REQUIRED WORK - Each of the entries should be output exactly, with nothing left out.
*****
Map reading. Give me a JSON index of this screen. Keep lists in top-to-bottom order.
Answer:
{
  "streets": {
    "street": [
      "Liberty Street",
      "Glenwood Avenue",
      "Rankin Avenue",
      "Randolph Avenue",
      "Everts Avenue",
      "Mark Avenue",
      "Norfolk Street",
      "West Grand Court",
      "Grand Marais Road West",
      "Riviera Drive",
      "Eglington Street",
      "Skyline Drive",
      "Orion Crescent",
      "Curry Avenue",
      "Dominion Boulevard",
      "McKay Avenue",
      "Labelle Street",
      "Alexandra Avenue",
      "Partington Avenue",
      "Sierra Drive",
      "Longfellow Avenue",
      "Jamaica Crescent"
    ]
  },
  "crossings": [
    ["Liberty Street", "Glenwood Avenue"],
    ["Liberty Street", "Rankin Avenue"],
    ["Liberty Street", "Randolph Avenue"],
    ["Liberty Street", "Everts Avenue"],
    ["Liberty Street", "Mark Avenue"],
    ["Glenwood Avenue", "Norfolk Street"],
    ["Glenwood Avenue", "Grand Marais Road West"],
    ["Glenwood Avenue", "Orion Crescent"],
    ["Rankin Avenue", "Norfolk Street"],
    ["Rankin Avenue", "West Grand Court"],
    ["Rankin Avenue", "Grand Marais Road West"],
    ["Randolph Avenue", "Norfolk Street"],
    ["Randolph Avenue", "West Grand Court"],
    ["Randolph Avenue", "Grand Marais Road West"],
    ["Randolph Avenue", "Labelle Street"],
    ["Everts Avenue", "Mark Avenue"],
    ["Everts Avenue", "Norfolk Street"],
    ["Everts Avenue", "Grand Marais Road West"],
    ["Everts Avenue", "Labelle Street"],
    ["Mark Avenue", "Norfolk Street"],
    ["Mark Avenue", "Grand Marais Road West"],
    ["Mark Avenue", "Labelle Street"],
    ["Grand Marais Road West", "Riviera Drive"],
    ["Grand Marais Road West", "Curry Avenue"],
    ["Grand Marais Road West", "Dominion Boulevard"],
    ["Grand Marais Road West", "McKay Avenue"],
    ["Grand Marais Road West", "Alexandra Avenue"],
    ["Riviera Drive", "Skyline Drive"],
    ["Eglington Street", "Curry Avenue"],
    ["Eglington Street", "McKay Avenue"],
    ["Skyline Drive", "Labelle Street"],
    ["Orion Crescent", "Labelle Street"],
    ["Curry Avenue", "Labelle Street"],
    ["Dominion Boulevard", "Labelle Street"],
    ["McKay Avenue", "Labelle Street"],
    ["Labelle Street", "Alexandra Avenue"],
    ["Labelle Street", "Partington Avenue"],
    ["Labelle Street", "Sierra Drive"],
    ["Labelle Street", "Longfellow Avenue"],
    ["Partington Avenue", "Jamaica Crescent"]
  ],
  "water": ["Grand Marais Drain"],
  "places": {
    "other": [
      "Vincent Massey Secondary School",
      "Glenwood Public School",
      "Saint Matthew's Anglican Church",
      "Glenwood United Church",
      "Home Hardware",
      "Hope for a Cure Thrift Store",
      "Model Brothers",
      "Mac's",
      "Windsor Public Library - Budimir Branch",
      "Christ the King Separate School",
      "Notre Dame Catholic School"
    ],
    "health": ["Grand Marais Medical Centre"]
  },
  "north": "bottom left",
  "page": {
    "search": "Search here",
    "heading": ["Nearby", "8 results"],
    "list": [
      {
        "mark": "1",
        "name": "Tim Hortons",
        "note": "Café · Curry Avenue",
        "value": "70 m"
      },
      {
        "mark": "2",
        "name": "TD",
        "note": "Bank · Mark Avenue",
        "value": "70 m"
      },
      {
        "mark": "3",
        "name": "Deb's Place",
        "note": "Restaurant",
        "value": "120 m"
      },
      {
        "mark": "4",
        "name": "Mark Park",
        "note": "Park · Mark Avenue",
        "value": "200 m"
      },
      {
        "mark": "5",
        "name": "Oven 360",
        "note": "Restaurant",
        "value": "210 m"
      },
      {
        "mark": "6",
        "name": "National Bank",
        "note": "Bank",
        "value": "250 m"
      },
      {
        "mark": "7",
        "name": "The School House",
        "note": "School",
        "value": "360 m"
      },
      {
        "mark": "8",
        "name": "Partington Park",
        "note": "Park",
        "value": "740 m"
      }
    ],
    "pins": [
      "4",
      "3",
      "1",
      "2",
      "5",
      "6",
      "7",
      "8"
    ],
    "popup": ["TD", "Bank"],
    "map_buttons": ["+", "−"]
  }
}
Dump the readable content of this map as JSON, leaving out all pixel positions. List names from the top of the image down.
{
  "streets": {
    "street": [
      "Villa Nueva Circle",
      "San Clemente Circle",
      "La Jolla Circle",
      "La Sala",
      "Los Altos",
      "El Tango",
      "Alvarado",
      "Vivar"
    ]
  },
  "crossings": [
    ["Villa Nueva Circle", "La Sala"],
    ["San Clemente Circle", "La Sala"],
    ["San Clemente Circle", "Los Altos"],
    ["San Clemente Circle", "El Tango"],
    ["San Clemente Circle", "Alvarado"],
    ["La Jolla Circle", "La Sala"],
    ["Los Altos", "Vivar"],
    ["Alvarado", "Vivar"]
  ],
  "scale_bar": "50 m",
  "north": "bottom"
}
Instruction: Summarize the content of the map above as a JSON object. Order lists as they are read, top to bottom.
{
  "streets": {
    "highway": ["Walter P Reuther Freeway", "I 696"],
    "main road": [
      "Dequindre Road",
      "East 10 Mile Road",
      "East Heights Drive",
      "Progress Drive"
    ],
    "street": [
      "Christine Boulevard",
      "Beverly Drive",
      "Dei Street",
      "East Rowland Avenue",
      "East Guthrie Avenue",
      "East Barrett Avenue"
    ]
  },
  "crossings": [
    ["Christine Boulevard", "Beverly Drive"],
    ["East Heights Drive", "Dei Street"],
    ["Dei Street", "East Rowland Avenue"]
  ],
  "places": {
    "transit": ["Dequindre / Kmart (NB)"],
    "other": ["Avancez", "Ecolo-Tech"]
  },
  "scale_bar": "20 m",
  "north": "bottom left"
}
*****
TASK ANSWER -
Map reading. Give me a JSON index of this screen. Keep lists in top-to-bottom order.
Answer:
{
  "streets": {
    "street": [
      "Liberty Street",
      "Glenwood Avenue",
      "Rankin Avenue",
      "Randolph Avenue",
      "Everts Avenue",
      "Mark Avenue",
      "Norfolk Street",
      "West Grand Court",
      "Grand Marais Road West",
      "Riviera Drive",
      "Eglington Street",
      "Skyline Drive",
      "Orion Crescent",
      "Curry Avenue",
      "Dominion Boulevard",
      "McKay Avenue",
      "Labelle Street",
      "Alexandra Avenue",
      "Partington Avenue",
      "Sierra Drive",
      "Longfellow Avenue",
      "Jamaica Crescent"
    ]
  },
  "crossings": [
    ["Liberty Street", "Glenwood Avenue"],
    ["Liberty Street", "Rankin Avenue"],
    ["Liberty Street", "Randolph Avenue"],
    ["Liberty Street", "Everts Avenue"],
    ["Liberty Street", "Mark Avenue"],
    ["Glenwood Avenue", "Norfolk Street"],
    ["Glenwood Avenue", "Grand Marais Road West"],
    ["Glenwood Avenue", "Orion Crescent"],
    ["Rankin Avenue", "Norfolk Street"],
    ["Rankin Avenue", "West Grand Court"],
    ["Rankin Avenue", "Grand Marais Road West"],
    ["Randolph Avenue", "Norfolk Street"],
    ["Randolph Avenue", "West Grand Court"],
    ["Randolph Avenue", "Grand Marais Road West"],
    ["Randolph Avenue", "Labelle Street"],
    ["Everts Avenue", "Mark Avenue"],
    ["Everts Avenue", "Norfolk Street"],
    ["Everts Avenue", "Grand Marais Road West"],
    ["Everts Avenue", "Labelle Street"],
    ["Mark Avenue", "Norfolk Street"],
    ["Mark Avenue", "Grand Marais Road West"],
    ["Mark Avenue", "Labelle Street"],
    ["Grand Marais Road West", "Riviera Drive"],
    ["Grand Marais Road West", "Curry Avenue"],
    ["Grand Marais Road West", "Dominion Boulevard"],
    ["Grand Marais Road West", "McKay Avenue"],
    ["Grand Marais Road West", "Alexandra Avenue"],
    ["Riviera Drive", "Skyline Drive"],
    ["Eglington Street", "Curry Avenue"],
    ["Eglington Street", "McKay Avenue"],
    ["Skyline Drive", "Labelle Street"],
    ["Orion Crescent", "Labelle Street"],
    ["Curry Avenue", "Labelle Street"],
    ["Dominion Boulevard", "Labelle Street"],
    ["McKay Avenue", "Labelle Street"],
    ["Labelle Street", "Alexandra Avenue"],
    ["Labelle Street", "Partington Avenue"],
    ["Labelle Street", "Sierra Drive"],
    ["Labelle Street", "Longfellow Avenue"],
    ["Partington Avenue", "Jamaica Crescent"]
  ],
  "water": ["Grand Marais Drain"],
  "places": {
    "other": [
      "Vincent Massey Secondary School",
      "Glenwood Public School",
      "Saint Matthew's Anglican Church",
      "Glenwood United Church",
      "Home Hardware",
      "Hope for a Cure Thrift Store",
      "Model Brothers",
      "Mac's",
      "Windsor Public Library - Budimir Branch",
      "Christ the King Separate School",
      "Notre Dame Catholic School"
    ],
    "health": ["Grand Marais Medical Centre"]
  },
  "north": "bottom left",
  "page": {
    "search": "Search here",
    "heading": ["Nearby", "8 results"],
    "list": [
      {
        "mark": "1",
        "name": "Tim Hortons",
        "note": "Café · Curry Avenue",
        "value": "70 m"
      },
      {
        "mark": "2",
        "name": "TD",
        "note": "Bank · Mark Avenue",
        "value": "70 m"
      },
      {
        "mark": "3",
        "name": "Deb's Place",
        "note": "Restaurant",
        "value": "120 m"
      },
      {
        "mark": "4",
        "name": "Mark Park",
        "note": "Park · Mark Avenue",
        "value": "200 m"
      },
      {
        "mark": "5",
        "name": "Oven 360",
        "note": "Restaurant",
        "value": "210 m"
      },
      {
        "mark": "6",
        "name": "National Bank",
        "note": "Bank",
        "value": "250 m"
      },
      {
        "mark": "7",
        "name": "The School House",
        "note": "School",
        "value": "360 m"
      },
      {
        "mark": "8",
        "name": "Partington Park",
        "note": "Park",
        "value": "740 m"
      }
    ],
    "pins": [
      "4",
      "3",
      "1",
      "2",
      "5",
      "6",
      "7",
      "8"
    ],
    "popup": ["TD", "Bank"],
    "map_buttons": ["+", "−"]
  }
}
Dump the readable content of this map as JSON, leaving out all pixel positions. List names from the top of the image down.
{
  "streets": {
    "street": [
      "Villa Nueva Circle",
      "San Clemente Circle",
      "La Jolla Circle",
      "La Sala",
      "Los Altos",
      "El Tango",
      "Alvarado",
      "Vivar"
    ]
  },
  "crossings": [
    ["Villa Nueva Circle", "La Sala"],
    ["San Clemente Circle", "La Sala"],
    ["San Clemente Circle", "Los Altos"],
    ["San Clemente Circle", "El Tango"],
    ["San Clemente Circle", "Alvarado"],
    ["La Jolla Circle", "La Sala"],
    ["Los Altos", "Vivar"],
    ["Alvarado", "Vivar"]
  ],
  "scale_bar": "50 m",
  "north": "bottom"
}
Instruction: Summarize the content of the map above as a JSON object. Order lists as they are read, top to bottom.
{
  "streets": {
    "highway": ["Walter P Reuther Freeway", "I 696"],
    "main road": [
      "Dequindre Road",
      "East 10 Mile Road",
      "East Heights Drive",
      "Progress Drive"
    ],
    "street": [
      "Christine Boulevard",
      "Beverly Drive",
      "Dei Street",
      "East Rowland Avenue",
      "East Guthrie Avenue",
      "East Barrett Avenue"
    ]
  },
  "crossings": [
    ["Christine Boulevard", "Beverly Drive"],
    ["East Heights Drive", "Dei Street"],
    ["Dei Street", "East Rowland Avenue"]
  ],
  "places": {
    "transit": ["Dequindre / Kmart (NB)"],
    "other": ["Avancez", "Ecolo-Tech"]
  },
  "scale_bar": "20 m",
  "north": "bottom left"
}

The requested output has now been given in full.